Essas foram as principais conclusões do terceiro painel do Regulation & Investment, realizado nesta segunda-feira, 2, em Frankfurt. O painel discutiu a concepção e a implementação do acordo entre Mercosul e União Europeia, analisando seus impactos comerciais, regulatórios e políticos em um cenário internacional marcado por disputas de poder e pressões protecionistas. Participaram Elmar Brok, membro do Conselho Consultivo da Conferência de Segurança de Munique; Rodrigo Baena Soares, embaixador do Brasil na Alemanha; o jornalista William Waack e Deniz Alkan, diretor de Assuntos Europeus e Internacionais do governo do estado alemão do Sarre. A moderação foi de Urs Unkauf, representante extraordinário para Assuntos Externos Globais da Associação Federal Alemã de Desenvolvimento Econômico e Comércio Exterior.
No debate, William Waack afirmou que a integração entre Mercosul e União Europeia enfrenta obstáculos institucionais relevantes, sobretudo a assimetria entre a competitividade da agricultura tropical brasileira e as normas ambientais europeias. Segundo ele, essa vantagem comparativa do Brasil alimenta tensões políticas dentro do bloco europeu e dificulta a formação de consensos. O jornalista também criticou o ambiente regulatório da União Europeia, argumentando que a viabilidade do acordo esbarra em impasses internos e em medidas percebidas no Brasil como barreiras comerciais disfarçadas.
“Os europeus são campeões nas regras e normas, o que nós entendemos em grande parte como um protecionismo simples”, afirmou. Para Waack, a desconfiança entre as duas regiões ainda não foi superada e limita o alcance estratégico do tratado.

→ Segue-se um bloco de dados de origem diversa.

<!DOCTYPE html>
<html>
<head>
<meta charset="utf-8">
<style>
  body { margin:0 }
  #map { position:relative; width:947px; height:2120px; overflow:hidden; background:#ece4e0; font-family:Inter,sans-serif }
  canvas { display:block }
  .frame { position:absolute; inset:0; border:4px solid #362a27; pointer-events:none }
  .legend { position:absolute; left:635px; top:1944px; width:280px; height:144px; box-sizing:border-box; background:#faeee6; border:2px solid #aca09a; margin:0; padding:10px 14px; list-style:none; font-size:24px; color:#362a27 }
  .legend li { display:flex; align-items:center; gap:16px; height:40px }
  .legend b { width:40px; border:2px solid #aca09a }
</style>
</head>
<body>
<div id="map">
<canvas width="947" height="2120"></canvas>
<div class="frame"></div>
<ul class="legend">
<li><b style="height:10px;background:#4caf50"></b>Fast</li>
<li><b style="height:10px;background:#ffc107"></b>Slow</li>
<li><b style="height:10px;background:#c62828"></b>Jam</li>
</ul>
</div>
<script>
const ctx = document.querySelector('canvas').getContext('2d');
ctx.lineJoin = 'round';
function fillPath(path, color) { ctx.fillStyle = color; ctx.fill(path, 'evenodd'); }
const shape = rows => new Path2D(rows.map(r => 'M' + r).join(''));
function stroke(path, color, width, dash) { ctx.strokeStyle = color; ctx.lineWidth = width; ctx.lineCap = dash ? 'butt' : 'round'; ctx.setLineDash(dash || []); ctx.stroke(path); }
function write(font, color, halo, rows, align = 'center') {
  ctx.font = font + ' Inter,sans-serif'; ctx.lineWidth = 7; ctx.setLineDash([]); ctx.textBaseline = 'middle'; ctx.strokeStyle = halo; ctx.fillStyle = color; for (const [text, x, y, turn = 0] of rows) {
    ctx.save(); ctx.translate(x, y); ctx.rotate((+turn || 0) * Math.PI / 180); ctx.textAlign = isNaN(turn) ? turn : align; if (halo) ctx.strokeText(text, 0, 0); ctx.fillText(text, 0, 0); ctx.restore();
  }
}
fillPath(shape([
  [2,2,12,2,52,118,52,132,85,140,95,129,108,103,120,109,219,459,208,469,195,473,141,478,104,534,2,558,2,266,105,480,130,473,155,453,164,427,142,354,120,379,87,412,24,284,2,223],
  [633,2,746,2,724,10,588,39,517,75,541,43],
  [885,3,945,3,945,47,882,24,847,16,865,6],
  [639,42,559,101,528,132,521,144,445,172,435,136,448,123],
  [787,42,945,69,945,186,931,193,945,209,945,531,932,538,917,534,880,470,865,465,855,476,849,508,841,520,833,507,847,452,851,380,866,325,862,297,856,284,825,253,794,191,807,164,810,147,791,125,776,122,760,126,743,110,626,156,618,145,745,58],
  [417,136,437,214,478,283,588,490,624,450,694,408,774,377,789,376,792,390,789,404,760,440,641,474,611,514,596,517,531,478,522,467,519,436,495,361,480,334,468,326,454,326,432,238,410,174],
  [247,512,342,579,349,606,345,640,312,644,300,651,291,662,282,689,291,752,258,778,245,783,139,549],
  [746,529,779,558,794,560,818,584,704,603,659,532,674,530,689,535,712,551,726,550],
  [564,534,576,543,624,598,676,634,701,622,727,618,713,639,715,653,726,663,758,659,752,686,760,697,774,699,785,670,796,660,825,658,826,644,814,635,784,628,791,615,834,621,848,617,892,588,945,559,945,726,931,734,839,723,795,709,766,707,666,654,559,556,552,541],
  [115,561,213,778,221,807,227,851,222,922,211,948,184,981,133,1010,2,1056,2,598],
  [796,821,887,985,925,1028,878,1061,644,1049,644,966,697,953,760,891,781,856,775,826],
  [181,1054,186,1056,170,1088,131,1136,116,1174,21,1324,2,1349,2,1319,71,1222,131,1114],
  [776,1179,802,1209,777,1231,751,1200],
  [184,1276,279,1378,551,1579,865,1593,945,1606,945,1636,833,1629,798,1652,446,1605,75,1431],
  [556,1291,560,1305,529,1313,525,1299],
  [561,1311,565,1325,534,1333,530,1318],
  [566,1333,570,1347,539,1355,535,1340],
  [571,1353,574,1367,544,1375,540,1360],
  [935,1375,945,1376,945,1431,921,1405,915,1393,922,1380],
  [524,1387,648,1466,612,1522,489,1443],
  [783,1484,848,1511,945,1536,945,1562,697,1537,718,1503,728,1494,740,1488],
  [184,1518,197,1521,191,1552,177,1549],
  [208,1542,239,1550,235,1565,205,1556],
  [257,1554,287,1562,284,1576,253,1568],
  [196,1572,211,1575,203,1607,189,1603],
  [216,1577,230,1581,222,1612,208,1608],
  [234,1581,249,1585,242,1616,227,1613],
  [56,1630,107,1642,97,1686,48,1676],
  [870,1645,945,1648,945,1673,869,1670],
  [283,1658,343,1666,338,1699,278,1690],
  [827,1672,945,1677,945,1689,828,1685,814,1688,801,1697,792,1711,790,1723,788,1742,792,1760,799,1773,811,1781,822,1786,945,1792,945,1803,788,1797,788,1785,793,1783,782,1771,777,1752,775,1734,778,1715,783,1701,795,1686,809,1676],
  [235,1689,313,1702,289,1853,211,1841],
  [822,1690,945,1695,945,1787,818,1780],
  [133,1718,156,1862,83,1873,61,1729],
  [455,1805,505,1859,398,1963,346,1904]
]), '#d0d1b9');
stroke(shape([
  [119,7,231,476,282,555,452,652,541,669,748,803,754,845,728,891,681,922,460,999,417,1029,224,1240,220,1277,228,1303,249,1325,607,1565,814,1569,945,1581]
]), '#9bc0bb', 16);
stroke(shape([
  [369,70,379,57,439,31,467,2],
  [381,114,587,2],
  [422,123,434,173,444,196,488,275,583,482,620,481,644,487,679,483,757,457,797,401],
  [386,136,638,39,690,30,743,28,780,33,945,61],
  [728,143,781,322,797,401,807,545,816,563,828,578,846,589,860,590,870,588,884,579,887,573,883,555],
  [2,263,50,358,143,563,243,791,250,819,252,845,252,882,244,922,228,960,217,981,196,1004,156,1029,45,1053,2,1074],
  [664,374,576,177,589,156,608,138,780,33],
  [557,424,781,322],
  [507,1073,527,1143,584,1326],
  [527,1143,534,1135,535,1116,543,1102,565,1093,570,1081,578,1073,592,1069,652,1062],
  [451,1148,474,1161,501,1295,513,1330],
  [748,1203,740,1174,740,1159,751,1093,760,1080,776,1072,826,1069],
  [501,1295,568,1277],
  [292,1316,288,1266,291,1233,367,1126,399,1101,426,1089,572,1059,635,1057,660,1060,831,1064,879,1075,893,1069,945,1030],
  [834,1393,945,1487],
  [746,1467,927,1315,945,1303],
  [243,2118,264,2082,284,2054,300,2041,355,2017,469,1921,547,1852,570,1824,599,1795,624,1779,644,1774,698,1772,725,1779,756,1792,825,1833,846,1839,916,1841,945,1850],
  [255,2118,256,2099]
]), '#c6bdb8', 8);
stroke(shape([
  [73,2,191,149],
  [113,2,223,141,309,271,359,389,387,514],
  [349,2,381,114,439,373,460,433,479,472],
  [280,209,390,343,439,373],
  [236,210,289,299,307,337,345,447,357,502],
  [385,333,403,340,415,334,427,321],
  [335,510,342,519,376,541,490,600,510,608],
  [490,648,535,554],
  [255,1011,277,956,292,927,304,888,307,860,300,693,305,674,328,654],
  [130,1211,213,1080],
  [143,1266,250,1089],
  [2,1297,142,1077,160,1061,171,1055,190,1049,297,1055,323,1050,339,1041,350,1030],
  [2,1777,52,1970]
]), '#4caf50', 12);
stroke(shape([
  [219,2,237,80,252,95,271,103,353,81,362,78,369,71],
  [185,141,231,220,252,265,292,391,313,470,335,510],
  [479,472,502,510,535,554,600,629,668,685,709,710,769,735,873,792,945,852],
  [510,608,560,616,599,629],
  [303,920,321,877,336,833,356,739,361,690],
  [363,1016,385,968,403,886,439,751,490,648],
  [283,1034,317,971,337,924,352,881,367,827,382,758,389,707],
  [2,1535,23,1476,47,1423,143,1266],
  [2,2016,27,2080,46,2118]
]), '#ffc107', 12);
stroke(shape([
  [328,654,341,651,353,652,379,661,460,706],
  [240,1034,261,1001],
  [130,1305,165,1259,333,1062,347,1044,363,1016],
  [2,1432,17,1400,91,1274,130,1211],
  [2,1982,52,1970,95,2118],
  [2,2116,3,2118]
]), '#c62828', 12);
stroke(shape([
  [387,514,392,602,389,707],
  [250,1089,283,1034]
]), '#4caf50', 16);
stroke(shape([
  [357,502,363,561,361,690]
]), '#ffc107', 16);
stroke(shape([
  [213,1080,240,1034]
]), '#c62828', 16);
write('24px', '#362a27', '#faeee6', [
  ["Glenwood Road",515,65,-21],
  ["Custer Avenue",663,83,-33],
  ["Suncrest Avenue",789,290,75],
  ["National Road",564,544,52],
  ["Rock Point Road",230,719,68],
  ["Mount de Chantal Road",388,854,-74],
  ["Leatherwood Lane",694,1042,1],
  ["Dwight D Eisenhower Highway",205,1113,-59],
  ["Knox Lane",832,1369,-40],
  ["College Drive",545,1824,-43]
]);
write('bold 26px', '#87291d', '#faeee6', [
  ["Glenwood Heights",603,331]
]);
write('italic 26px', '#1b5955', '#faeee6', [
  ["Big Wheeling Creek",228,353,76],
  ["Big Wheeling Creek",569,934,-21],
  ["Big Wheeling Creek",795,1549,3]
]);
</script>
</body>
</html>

Em contraponto, Elmar Brok disse que a necessidade de acesso a minerais estratégicos e a instabilidade nas alianças tradicionais impõem uma convergência pragmática, tratando o comércio como componente inseparável da política de defesa e do desenvolvimento industrial. A urgência de diversificação de mercados, segundo ele, decorre da atuação de líderes que rejeitam o multilateralismo em favor de dinâmicas de força. “Temos que ver que o comércio é parte da política de segurança.” Ele associou o acordo à construção de uma rede entre democracias capaz de reduzir vulnerabilidades diante de pressões dos Estados Unidos, da China e da Rússia.
Para o embaixador Rodrigo Baena Soares, o tratado altera a lógica de exportação primária e abre caminho para o adensamento tecnológico da indústria sul-americana por meio da importação de bens de capital. “A ideia de que esse acordo é uma troca de carros por vacas presta um desserviço”, declarou. Ele argumentou que a redução tarifária sobre máquinas e equipamentos permitirá modernização industrial no Brasil e fortalecerá cadeias produtivas de maior complexidade.
Ao tratar dos insumos estratégicos, Deniz Alkan destacou que o controle sobre minerais críticos expõe o custo de decisões baseadas apenas em pressões protecionistas. Para ele, a dependência europeia do nióbio brasileiro comprova a dimensão concreta da interdependência produtiva. “A Alemanha tem uma incrível chance e também uma responsabilidade na União Europeia de cumprir esse acordo com a vida”, declarou Alkan. “Transformar o tratado em prática efetiva é questão de soberania industrial europeia.”
Durante a moderação, Urs Unkauf explorou a necessidade de superação das falhas diplomáticas para fortalecer a defesa dos interesses em comum. Ele defendeu maior envolvimento de estados federados e instâncias regionais na implementação do acordo, como forma de descentralizar investimentos e aproximar mercados.